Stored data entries

:::

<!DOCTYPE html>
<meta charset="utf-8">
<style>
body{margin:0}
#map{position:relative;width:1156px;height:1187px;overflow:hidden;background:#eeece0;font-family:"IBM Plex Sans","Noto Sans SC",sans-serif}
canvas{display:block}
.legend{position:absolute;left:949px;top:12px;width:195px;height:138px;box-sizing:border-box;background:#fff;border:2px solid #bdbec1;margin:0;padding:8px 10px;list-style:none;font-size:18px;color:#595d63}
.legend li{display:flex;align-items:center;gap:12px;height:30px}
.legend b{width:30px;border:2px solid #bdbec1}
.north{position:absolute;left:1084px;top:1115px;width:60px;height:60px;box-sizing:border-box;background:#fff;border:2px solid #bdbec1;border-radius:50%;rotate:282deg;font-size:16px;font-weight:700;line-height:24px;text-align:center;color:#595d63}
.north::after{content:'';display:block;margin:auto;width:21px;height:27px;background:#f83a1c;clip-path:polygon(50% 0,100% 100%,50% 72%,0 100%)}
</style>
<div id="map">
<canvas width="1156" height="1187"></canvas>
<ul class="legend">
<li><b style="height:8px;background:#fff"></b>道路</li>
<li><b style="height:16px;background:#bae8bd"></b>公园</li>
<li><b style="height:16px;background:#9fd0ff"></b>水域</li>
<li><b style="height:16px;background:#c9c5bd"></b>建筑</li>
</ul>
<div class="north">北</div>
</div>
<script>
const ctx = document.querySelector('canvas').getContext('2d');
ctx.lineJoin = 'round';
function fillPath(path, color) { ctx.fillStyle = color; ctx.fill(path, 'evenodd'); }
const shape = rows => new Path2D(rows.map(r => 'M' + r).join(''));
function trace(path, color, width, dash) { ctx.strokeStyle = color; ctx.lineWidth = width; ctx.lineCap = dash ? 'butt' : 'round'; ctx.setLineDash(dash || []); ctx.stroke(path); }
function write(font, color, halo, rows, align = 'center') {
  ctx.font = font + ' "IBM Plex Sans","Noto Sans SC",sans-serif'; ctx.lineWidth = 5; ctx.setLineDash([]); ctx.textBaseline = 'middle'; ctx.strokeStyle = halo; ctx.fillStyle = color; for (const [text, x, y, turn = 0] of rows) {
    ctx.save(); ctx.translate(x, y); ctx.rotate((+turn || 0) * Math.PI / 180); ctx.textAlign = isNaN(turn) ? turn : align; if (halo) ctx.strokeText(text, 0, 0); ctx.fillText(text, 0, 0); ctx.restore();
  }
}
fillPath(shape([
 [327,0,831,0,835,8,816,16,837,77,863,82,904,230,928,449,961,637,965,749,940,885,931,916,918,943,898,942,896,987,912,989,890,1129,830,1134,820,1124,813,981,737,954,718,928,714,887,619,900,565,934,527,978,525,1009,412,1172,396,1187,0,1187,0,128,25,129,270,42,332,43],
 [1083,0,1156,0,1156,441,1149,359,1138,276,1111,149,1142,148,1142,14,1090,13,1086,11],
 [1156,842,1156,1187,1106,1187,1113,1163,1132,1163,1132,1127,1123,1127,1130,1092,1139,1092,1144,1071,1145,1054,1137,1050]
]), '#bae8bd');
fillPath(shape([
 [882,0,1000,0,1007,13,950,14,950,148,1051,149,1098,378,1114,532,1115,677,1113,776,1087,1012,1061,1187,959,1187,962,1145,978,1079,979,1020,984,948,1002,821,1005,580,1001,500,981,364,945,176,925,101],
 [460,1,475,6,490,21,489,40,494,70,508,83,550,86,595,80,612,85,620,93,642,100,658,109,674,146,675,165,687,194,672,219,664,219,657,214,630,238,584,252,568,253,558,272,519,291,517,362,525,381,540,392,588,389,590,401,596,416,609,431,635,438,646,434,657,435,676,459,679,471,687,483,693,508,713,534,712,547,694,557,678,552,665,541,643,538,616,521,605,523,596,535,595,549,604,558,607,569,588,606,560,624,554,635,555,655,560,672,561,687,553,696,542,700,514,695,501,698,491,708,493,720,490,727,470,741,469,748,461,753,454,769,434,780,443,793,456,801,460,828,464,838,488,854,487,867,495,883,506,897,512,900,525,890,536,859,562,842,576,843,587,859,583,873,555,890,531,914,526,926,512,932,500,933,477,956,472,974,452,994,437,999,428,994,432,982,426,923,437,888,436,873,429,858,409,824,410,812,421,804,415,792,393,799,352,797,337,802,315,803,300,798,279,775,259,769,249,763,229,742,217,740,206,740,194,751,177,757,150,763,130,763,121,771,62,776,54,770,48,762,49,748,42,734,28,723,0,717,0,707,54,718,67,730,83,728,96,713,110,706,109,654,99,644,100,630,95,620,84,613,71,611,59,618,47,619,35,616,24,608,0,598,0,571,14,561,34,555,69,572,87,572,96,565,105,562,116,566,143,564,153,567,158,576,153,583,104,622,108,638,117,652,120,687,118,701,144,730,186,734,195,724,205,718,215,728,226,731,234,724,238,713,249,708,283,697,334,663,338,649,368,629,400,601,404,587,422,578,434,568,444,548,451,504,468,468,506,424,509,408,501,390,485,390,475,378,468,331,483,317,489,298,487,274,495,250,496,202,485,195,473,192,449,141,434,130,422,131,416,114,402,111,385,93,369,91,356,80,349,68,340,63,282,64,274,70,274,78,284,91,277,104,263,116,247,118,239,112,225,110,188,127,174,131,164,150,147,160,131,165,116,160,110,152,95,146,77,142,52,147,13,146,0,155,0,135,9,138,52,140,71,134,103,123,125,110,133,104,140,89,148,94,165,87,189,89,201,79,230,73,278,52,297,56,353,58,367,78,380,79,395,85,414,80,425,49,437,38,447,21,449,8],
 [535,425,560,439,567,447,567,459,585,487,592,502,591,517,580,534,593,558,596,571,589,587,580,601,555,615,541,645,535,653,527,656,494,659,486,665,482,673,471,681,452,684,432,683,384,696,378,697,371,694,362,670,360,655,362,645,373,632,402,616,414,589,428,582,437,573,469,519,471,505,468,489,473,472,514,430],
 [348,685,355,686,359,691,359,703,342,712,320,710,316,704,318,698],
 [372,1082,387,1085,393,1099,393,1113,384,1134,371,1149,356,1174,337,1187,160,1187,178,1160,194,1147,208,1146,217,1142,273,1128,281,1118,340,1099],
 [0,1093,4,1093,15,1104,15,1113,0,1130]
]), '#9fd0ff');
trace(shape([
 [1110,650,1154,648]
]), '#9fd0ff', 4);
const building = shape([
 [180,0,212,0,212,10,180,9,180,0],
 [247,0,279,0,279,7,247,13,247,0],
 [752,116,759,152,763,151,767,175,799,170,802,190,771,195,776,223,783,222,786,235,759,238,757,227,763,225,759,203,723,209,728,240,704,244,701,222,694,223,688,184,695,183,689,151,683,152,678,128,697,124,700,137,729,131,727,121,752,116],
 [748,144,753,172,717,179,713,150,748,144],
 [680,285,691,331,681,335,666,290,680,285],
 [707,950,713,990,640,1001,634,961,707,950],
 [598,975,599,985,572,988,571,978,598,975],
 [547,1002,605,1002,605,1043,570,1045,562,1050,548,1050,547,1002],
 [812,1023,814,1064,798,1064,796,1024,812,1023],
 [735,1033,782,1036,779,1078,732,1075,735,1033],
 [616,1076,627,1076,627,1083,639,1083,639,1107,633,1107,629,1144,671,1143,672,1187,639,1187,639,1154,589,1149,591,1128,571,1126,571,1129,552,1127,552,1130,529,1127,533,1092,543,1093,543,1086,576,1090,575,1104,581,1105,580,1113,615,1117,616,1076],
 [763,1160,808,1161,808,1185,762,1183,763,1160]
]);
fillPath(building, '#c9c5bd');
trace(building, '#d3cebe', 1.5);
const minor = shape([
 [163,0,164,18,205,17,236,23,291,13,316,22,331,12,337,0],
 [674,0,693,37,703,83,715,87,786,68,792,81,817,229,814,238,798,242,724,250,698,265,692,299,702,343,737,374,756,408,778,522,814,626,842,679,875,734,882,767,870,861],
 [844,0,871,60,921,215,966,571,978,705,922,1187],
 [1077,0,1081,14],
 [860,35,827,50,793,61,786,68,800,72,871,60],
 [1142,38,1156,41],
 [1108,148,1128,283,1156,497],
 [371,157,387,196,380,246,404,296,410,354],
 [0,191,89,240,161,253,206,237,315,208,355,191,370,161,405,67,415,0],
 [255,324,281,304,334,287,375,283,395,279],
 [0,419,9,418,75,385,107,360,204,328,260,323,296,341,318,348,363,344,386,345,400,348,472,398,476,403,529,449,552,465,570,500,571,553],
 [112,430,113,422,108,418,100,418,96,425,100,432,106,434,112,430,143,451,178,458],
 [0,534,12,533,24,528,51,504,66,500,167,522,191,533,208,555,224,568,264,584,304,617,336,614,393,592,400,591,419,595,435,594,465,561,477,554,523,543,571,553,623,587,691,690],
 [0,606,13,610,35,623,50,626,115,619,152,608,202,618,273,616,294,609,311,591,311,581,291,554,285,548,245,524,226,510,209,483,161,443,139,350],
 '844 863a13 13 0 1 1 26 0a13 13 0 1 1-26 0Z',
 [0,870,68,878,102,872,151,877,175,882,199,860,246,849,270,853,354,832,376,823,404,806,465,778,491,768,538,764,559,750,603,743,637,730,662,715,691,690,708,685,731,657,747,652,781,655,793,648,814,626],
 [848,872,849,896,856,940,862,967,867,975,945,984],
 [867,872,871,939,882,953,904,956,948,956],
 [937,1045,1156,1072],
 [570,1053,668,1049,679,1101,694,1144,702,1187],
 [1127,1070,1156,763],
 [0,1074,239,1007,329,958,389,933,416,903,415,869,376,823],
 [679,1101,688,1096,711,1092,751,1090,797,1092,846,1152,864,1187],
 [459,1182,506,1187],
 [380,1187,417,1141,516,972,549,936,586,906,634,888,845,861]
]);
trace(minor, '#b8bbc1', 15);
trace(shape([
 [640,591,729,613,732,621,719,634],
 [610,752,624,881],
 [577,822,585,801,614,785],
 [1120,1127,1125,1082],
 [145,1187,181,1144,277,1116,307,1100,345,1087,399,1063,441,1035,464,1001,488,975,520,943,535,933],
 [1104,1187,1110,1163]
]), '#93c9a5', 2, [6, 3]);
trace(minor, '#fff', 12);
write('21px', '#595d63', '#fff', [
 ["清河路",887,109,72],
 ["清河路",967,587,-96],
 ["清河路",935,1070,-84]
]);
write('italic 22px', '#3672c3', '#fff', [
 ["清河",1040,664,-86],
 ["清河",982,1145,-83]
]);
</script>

:::

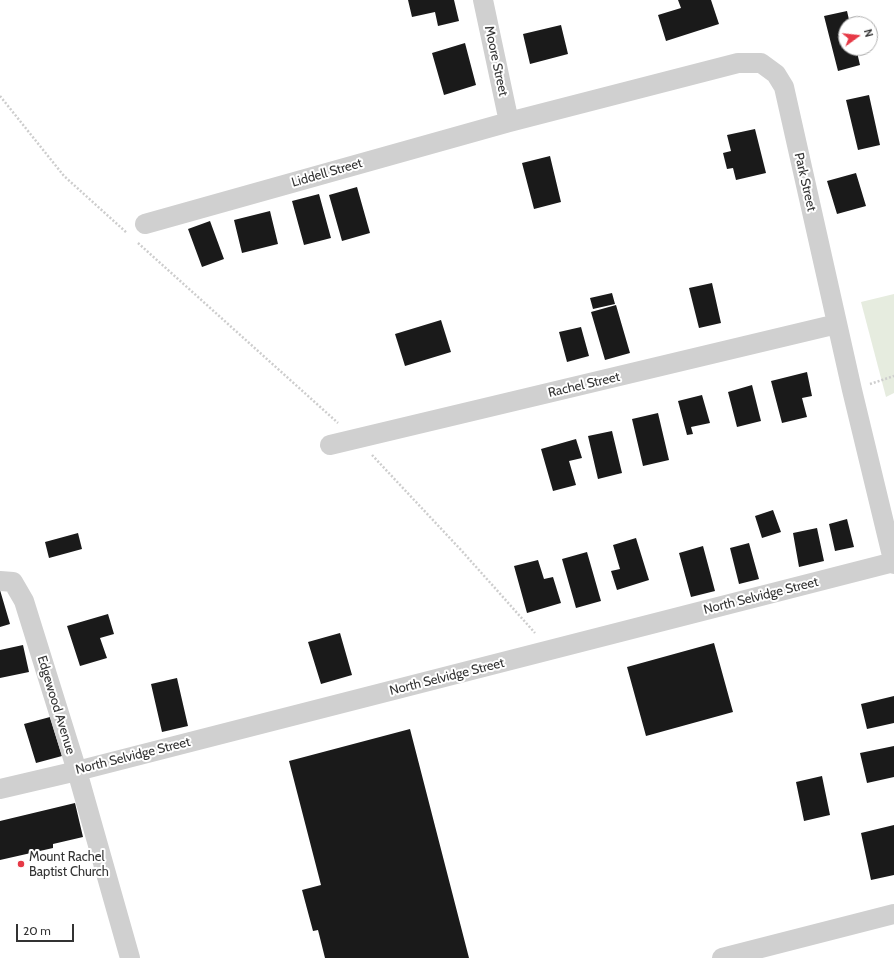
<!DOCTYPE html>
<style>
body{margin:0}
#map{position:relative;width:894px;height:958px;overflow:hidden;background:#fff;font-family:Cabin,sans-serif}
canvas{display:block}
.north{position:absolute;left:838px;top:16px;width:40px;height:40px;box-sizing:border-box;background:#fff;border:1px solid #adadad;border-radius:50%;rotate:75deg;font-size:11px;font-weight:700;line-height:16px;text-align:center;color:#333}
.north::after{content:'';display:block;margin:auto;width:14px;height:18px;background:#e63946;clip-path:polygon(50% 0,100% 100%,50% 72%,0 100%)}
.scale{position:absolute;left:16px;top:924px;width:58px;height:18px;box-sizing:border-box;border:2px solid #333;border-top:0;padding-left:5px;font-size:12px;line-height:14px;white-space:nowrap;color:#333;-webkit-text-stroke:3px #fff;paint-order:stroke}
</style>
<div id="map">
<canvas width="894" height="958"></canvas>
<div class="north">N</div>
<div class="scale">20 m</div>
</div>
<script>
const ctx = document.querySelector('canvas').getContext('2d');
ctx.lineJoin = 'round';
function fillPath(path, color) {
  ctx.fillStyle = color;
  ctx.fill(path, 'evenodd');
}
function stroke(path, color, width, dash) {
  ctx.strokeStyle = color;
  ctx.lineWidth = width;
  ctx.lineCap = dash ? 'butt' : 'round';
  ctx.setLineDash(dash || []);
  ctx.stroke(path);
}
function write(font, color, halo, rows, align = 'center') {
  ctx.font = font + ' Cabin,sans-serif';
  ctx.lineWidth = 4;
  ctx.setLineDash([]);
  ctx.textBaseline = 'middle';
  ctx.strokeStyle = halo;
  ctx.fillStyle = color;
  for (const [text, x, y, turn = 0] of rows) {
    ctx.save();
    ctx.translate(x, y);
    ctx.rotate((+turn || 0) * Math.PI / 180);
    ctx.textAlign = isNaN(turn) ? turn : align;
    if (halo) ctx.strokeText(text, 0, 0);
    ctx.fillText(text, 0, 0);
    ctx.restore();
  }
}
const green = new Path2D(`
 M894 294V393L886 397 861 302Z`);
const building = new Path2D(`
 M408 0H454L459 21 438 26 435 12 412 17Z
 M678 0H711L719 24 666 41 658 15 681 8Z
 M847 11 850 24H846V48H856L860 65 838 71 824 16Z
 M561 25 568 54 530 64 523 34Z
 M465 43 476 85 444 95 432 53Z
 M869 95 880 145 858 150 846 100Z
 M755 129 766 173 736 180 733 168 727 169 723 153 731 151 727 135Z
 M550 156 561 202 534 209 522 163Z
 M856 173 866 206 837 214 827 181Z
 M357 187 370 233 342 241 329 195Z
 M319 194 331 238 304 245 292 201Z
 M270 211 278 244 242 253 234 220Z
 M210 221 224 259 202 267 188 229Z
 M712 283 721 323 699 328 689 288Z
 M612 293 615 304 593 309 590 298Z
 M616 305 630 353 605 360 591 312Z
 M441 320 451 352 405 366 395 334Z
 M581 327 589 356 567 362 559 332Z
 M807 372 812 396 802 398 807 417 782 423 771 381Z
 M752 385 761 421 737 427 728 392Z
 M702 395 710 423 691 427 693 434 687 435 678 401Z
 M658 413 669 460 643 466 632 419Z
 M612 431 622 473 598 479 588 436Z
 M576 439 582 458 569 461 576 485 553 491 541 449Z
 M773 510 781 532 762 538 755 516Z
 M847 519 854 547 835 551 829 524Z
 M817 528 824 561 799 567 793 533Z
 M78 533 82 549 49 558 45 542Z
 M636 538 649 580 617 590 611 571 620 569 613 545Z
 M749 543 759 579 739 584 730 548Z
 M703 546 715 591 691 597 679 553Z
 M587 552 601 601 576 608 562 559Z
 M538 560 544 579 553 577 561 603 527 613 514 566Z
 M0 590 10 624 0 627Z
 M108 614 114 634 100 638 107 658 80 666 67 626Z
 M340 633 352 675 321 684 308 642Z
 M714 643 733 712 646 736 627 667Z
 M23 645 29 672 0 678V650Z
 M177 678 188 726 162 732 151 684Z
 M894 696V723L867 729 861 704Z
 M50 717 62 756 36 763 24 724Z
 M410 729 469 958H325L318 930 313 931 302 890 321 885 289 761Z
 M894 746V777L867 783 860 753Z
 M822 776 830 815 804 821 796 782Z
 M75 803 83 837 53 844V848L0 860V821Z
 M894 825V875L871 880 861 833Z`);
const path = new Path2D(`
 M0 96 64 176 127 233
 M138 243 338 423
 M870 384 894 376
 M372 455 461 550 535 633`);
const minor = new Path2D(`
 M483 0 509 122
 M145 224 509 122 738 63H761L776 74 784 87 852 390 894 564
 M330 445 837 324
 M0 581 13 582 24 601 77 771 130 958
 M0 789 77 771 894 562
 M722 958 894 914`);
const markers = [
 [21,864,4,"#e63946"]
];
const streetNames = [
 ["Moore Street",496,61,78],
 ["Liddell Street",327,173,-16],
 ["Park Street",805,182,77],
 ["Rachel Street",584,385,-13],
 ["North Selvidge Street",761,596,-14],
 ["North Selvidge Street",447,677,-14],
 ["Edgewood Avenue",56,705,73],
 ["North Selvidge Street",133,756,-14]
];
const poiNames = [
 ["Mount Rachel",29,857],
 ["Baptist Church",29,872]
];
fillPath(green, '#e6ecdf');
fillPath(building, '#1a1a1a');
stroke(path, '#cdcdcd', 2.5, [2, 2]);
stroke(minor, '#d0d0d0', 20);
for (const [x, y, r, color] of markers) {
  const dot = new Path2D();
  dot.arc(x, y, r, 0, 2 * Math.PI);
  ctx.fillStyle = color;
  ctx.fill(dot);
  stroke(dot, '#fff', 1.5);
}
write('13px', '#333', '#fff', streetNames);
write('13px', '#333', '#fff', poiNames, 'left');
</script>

:::

** EXERCISE DESCRIPTION **
Take from the entries every line that has the string "strokeText".

** SOLVED EXERCISE **
    ctx.save(); ctx.translate(x, y); ctx.rotate((+turn || 0) * Math.PI / 180); ctx.textAlign = isNaN(turn) ? turn : align; if (halo) ctx.strokeText(text, 0, 0); ctx.fillText(text, 0, 0); ctx.restore();
    if (halo) ctx.strokeText(text, 0, 0);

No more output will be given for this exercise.